Director: Daniel Barber
Starring: Brit Marling, Muna Otaru, Hailee Steinfeld
Year: 2014
The Civil War from a woman’s point of view; sounds like a winning combination. After all, American audiences are always ready for another Civil War movie, we love the inherent drama there, the violence that for once actually has a solid back story. And right now women’s roles are at an all-time best, Hollywood finally writing strong female leads, actresses stepping up to the challenge in a big way. So everything about The Keeping Room should have worked; unfortunately it did not. Amateur director Daniel Barber forgot that, although the idea behind this film is strong, everyone involved still needs to execute in order to make the entire project a success. Basically, you still need a good pace and some good acting, both of which were sorely missed.
The deep South during the Civil War was a land of battlefields and abandoned homesteads. Men had gone off to kill each other, leaving their families behind to fend for themselves amid the chaos. For three women on a farm in Georgia, that would mean defending their very lives against the uncontrolled violence that roamed free. Augusta, the eldest, was in charge, making sure the girls held strong, kept at the work, didn’t lose hope. Mad, the slave, was unaccustomed to friendship from those who owned her, but times had turned old roles on their head. And Louise, the youngest, still hopeful that her papa would come back, still stuck in the old ways. The trio would stand together to defend their farm and their lives when rogue soldiers came carousing, forming a bond that would never break.
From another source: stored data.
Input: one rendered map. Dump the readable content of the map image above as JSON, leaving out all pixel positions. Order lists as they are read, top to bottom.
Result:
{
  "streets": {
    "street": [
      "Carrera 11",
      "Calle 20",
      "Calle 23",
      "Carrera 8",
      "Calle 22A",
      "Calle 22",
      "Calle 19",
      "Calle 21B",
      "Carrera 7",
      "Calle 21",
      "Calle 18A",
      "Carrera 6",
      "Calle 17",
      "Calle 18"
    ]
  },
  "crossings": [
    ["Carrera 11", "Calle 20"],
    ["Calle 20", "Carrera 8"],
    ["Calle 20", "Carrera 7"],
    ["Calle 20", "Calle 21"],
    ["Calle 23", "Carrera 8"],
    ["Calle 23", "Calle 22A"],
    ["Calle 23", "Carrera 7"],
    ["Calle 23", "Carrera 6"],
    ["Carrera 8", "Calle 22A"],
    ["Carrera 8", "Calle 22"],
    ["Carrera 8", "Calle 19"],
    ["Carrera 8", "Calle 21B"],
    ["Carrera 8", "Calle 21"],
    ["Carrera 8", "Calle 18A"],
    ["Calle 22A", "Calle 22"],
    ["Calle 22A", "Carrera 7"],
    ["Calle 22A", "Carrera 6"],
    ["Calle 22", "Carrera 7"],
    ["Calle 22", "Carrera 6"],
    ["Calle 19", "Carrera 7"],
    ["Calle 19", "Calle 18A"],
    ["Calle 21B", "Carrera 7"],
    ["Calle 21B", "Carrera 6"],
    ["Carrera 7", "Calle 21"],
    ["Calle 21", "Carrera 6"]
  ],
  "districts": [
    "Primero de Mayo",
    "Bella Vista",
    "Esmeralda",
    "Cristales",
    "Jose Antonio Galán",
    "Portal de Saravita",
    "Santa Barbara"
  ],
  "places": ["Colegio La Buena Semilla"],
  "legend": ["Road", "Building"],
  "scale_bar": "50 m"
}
This film was touted early as an Oscar sleeper, but fell very, very short. It did win a couple smaller awards, but I think we can chalk that up partly to content and partly to the melodramatic Academy feel that so often accompanies stark violence. Just because the story centered on the Civil War, women were given solid parts, and the characters had to deal with death doesn’t automatically make The Keeping Room a winner, and actually I think it went the other way. The pace, for one, was so misguided, never forced to march, always allowed to meander. And the acting was theatre at best, forcing tears and using old tricks, never convincing us that there was honest emotion there to display. Slow to the point of napping, overwrought with crying and pain, this is a movie that misses the stirring drama it was desperately trying to be.